*** Opening Records shown ***

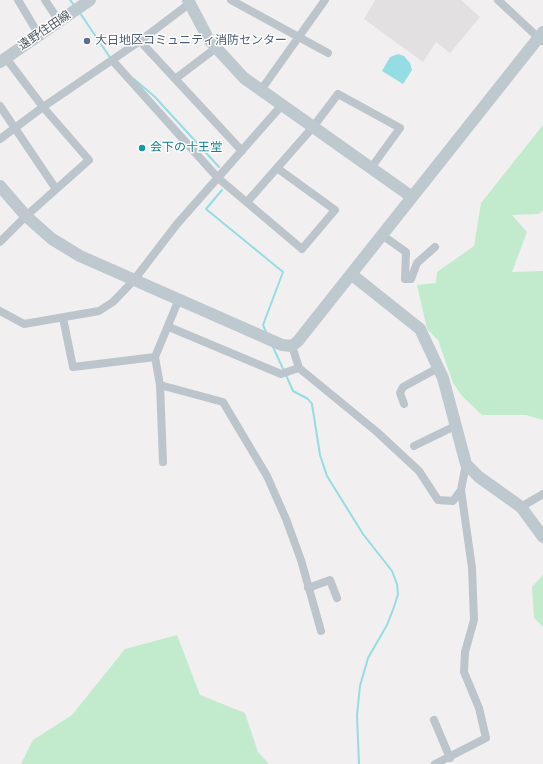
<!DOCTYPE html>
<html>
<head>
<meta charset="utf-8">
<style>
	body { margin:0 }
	canvas { display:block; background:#f1eff0 }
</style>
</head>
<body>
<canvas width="543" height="764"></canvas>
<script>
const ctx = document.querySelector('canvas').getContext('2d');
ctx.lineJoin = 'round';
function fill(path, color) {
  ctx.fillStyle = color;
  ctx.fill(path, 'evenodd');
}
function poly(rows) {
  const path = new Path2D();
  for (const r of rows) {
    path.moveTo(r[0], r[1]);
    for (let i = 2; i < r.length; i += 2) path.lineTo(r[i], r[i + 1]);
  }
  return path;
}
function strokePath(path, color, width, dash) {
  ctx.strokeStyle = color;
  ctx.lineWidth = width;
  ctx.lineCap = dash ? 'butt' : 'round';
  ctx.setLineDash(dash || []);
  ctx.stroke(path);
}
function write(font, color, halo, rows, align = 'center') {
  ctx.font = font + ' "Roboto Condensed","Noto Sans JP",sans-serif';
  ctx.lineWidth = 3;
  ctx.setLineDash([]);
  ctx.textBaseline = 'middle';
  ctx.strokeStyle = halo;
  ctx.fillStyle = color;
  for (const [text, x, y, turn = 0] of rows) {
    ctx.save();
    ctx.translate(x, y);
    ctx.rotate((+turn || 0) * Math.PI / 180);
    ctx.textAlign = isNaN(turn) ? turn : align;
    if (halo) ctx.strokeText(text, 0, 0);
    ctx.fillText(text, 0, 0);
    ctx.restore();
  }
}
const education = poly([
	[375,0,461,0,480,17,450,53,436,42,423,62,364,19]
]);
const green = poly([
	[543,125,543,210,539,214,512,215,527,232,512,272,543,271,543,420,526,415,482,415,462,396,453,383,438,340,427,329,417,285,436,283,437,272,474,246,481,203],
	[543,575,543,627,534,618,532,587],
	[177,635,200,695,245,713,258,752,269,764,21,764,33,740,72,715,125,649]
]);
const water = poly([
	[398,54,404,56,410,63,412,70,403,84,382,71,390,57]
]);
const stream = poly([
	[70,0,75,6],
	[80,13,111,59],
	[134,79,155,97,219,167],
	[222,190,206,209,283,272,263,325,266,332],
	[273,347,284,371],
	[286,375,293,391,308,399,312,404,320,455,327,476,363,534,392,571,397,584,398,594,394,607,387,625,368,658,360,686,357,715,359,764]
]);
const street = poly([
	[18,0,39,35],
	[45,0,59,21],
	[231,0,328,53],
	[498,0,542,41],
	[140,41,190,3],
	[112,60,218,178,302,249,335,210,277,168],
	[175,79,216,48],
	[261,90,325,0],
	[0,106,56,189],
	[0,139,43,107,140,41,242,151],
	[247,202,313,127,338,94,400,128,371,168],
	[382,235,406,252,405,279,411,279,417,263,435,247],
	[0,242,26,216,89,160,43,107,6,58],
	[0,311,24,324,99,311,113,302,134,280,177,224,282,105],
	[63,318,73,367,155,357],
	[169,327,281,374,299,368,377,432,419,471,438,500,453,501,461,490],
	[292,346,299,368],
	[160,385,223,402,267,476,286,519,301,560,321,631],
	[404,404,400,393,403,387,438,368],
	[414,446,455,426],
	[163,462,160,385,155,357,179,299],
	[521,507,543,494],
	[308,588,330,580,337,598],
	[434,720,450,758],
	[435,764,486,738,479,708,464,672,465,652,474,620,472,568,461,490,466,464]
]);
const secondary = poly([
	[188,0,209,40,244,78,412,197],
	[0,62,90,0],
	[0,186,26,216,52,239,80,256,282,345,292,346,298,341,543,32],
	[351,274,420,329,443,378,466,464,479,477,521,507,543,537]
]);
const markers = [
	[87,41,4,"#5c6f8a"],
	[142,148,4,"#0f9aa8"]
];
const streetNames = [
	["遠野住田線",45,31,-34]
];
const serviceNames = [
	["大日地区コミュニティ消防センター",95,41]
];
const cultureNames = [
	["会下の十王堂",150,148]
];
fill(education, '#e2e0e1');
fill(green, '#c2ebcd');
fill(water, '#94dde3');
strokePath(stream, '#94dde3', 2);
strokePath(street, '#bcc5cb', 8);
strokePath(secondary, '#bdc8cf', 12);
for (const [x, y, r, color] of markers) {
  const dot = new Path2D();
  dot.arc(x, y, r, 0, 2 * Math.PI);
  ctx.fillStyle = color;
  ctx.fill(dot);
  strokePath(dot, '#fff', 1.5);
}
write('12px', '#49555b', '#fff', streetNames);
write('12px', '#4e5e75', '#fff', serviceNames, 'left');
write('12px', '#0d838f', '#fff', cultureNames, 'left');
</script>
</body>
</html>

*** Closing Records shown ***

Your task – Please print the lines exactly, from the top of the material through the line with "function strokePath(path, color, width, dash)", and omit the pictures.

Response to the task –
<!DOCTYPE html>
<html>
<head>
<meta charset="utf-8">
<style>
	body { margin:0 }
	canvas { display:block; background:#f1eff0 }
</style>
</head>
<body>
<canvas width="543" height="764"></canvas>
<script>
const ctx = document.querySelector('canvas').getContext('2d');
ctx.lineJoin = 'round';
function fill(path, color) {
  ctx.fillStyle = color;
  ctx.fill(path, 'evenodd');
}
function poly(rows) {
  const path = new Path2D();
  for (const r of rows) {
    path.moveTo(r[0], r[1]);
    for (let i = 2; i < r.length; i += 2) path.lineTo(r[i], r[i + 1]);
  }
  return path;
}
function strokePath(path, color, width, dash) {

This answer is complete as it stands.